Oh crap, that's probably the problem. Wow that was a bad mistake, I am thinking this microcontroller thing might have been a complete waste of effort because of that.... I know that I can't update the IO expanders that fast. Will have to rethink this I guess. Not sure, I might want to use a real Nintendo and flash PRG ROM now. That sucks...lidnariq wrote:Remember that Krzysiobal said that the timeout is 11us, not ms. You may need to have the PIC fake a series of dummy reads to some unrelated address (0 would be good) to speed things up enough.
Edit:
It takes me at least 74 usec to update an IO expander. I can't control precisely where each byte gets acknowledged and therefore makes it out to the IO expander pins.
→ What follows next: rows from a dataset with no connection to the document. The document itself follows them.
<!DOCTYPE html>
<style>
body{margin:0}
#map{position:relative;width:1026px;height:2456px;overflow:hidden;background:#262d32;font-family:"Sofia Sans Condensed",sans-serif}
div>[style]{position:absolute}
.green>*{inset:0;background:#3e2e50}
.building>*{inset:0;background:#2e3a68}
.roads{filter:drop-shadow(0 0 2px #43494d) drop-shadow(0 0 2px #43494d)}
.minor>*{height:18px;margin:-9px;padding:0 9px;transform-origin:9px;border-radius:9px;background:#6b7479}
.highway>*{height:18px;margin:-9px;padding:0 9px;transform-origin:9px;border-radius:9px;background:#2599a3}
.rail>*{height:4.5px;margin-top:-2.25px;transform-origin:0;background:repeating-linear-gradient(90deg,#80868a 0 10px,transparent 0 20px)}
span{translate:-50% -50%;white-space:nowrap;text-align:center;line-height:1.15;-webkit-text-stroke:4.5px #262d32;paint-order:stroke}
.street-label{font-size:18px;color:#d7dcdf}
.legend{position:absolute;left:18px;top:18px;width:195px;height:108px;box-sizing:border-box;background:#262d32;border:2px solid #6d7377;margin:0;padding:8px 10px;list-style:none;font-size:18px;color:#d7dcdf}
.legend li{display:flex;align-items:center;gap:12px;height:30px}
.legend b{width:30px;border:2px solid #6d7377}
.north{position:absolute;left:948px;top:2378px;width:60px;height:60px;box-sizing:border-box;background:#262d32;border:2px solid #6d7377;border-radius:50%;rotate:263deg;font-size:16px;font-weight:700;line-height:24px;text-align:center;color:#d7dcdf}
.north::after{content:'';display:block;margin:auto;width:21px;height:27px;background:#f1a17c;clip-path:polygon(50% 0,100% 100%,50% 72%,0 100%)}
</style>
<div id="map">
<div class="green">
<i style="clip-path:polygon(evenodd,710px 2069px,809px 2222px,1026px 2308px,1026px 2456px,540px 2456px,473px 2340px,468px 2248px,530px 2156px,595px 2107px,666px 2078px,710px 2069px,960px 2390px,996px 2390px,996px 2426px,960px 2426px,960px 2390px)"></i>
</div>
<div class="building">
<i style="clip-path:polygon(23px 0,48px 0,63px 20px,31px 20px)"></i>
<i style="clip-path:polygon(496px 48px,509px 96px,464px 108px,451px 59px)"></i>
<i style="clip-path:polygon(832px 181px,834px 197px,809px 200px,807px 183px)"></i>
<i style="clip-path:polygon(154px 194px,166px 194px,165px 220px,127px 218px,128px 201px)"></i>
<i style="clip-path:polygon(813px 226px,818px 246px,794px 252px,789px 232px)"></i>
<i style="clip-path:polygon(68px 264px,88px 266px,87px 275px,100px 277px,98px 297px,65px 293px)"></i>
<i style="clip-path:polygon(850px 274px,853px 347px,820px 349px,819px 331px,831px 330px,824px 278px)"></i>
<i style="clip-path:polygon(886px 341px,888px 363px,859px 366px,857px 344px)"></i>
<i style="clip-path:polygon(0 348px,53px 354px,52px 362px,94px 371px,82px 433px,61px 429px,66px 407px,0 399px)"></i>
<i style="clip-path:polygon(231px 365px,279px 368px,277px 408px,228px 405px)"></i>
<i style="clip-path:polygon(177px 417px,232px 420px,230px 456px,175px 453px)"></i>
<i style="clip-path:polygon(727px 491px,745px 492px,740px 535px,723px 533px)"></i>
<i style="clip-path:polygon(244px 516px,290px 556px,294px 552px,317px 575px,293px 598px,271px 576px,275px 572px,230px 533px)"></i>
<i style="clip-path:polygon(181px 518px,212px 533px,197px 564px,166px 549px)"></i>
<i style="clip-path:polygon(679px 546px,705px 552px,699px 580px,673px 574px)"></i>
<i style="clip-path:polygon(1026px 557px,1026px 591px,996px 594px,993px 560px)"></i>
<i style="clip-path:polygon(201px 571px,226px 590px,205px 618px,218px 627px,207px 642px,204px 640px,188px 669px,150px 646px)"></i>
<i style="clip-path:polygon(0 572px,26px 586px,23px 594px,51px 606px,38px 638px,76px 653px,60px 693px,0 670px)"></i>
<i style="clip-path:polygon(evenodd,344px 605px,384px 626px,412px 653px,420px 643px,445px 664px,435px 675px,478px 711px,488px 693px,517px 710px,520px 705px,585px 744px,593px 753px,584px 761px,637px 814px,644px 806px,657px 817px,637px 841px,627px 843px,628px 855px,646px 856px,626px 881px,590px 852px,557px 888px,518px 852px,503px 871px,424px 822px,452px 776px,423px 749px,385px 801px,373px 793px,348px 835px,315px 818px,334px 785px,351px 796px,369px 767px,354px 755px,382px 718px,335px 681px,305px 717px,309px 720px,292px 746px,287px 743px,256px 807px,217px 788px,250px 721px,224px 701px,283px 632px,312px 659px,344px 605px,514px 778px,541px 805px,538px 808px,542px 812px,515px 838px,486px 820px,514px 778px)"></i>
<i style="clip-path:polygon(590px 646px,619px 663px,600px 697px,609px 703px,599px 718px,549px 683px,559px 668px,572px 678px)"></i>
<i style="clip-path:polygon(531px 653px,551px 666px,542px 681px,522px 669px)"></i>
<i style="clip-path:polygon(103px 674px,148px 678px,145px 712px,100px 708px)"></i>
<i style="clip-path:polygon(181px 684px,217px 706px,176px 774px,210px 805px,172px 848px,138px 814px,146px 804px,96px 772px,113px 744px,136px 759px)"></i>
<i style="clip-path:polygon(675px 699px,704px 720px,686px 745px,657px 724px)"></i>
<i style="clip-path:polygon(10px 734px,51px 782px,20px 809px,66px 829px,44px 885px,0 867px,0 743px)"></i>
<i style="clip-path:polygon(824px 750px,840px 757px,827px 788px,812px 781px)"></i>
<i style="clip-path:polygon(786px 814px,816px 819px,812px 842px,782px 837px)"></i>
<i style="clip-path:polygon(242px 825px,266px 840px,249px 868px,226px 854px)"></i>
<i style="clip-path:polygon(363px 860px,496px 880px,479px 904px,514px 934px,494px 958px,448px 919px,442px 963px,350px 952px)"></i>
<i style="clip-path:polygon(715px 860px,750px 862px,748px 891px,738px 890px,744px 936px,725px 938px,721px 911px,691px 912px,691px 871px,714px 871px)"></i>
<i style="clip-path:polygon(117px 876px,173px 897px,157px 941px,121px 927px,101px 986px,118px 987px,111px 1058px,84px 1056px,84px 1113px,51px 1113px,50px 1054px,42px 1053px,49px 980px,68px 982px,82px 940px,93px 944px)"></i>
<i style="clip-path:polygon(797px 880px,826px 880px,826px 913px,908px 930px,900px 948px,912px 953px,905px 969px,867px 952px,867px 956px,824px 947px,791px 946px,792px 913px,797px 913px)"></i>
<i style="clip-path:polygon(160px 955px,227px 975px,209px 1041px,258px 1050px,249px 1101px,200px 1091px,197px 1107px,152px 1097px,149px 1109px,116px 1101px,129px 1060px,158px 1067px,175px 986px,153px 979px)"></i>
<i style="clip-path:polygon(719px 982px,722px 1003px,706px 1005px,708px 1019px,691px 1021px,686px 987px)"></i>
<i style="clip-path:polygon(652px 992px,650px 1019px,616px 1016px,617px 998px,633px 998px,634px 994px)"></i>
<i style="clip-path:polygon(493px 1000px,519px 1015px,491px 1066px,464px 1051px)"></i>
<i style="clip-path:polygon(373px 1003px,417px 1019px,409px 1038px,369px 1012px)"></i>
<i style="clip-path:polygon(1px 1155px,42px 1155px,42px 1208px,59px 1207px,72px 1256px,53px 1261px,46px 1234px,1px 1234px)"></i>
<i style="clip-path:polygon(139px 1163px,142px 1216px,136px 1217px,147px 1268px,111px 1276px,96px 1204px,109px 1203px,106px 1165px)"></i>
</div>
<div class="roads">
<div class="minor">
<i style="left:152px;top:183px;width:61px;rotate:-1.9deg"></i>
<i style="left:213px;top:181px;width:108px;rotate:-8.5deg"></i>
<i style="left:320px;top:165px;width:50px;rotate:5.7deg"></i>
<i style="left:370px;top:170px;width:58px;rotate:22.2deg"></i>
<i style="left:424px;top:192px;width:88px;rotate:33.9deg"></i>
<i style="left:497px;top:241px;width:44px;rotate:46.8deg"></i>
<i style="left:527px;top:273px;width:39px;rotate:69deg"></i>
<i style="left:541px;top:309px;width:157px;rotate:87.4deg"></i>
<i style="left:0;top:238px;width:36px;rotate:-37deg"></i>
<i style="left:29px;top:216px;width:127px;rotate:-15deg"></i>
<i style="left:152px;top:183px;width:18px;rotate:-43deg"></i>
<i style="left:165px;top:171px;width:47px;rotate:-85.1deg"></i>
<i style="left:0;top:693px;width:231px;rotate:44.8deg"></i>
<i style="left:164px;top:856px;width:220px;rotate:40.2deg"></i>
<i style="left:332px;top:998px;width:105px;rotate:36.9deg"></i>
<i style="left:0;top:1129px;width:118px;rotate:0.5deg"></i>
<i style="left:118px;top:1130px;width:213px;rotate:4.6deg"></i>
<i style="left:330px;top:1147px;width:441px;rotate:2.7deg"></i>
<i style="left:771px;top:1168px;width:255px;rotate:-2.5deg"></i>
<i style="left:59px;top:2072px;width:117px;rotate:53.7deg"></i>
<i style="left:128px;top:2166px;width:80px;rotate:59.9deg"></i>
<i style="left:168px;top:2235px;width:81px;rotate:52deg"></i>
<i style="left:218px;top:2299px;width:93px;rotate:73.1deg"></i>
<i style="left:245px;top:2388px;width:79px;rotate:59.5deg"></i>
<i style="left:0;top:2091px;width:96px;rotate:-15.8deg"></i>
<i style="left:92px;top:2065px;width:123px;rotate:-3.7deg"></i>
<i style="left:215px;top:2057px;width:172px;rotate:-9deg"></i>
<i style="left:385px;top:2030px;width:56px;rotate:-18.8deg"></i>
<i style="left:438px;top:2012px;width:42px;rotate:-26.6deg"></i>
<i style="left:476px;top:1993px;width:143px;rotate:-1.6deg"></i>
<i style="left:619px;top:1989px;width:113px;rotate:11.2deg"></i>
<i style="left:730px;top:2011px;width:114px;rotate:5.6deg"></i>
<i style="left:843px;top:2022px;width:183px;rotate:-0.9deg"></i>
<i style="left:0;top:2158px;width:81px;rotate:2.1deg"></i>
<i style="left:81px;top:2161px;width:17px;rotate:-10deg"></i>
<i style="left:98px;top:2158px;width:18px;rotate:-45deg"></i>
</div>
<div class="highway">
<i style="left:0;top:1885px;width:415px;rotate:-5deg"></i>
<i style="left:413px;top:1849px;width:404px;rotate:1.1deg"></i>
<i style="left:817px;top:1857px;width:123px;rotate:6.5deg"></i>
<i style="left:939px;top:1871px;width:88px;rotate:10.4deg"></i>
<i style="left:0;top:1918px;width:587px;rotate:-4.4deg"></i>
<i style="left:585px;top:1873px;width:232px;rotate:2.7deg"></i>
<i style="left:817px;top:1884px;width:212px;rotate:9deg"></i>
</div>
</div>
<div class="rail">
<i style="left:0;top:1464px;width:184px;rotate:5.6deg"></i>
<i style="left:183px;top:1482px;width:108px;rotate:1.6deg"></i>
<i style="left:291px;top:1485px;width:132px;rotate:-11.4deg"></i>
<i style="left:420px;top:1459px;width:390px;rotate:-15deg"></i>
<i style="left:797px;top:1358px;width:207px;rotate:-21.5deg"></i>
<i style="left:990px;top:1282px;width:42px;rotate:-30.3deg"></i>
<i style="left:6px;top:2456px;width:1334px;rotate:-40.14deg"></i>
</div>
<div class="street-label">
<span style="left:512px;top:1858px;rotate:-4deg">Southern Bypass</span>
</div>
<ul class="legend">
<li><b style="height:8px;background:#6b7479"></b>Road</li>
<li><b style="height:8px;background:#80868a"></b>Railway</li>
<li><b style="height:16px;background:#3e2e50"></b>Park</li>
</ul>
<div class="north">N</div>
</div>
Deal breaker on that one. But there is always a way. I have these L'Empereurs, I will wire one up with a flashable PRG-ROM. I like not using the Nintendo because then I am in complete control of everything and I don't miss anything.
Edit 2:
I do have direct control of M2 and CPU R/W. In theory, I could keep M2 trotting along quite fast while setting up data and address busses and set/clear CPU R/W with high precision. But then reads get screwed up because I can't guarantee that the IO expander reads with M2 high. So I would have to make the CPU data bus all direct control too. Possible I guess but not sure I want to commit to invest more into this slow thing just yet. It is great for stuff that doesn't reset - Maybe it keep it as setup A for slow non-normal-NES controlled stuff and work on setup B with a real famicom. Setup B would not have been able to show us exactly how the scanline detection works, for example.
Edit 3:
You know, I don't have the +batt pin hooked up to anything -- I wonder if that is necessary in order to run the internal RAM? I will go back tomorrow and give that a try. Also, I will go ahead and give the hardware timer a try at this slow speed and see what happens.
Edit 4:
The +batt seems doubtful because I measured that pin tonight on a L'Empereur with a dead battery and it did not go up in voltage when run in a Famicom. I would have expected 5V to appear on this pin when running if it were necessary.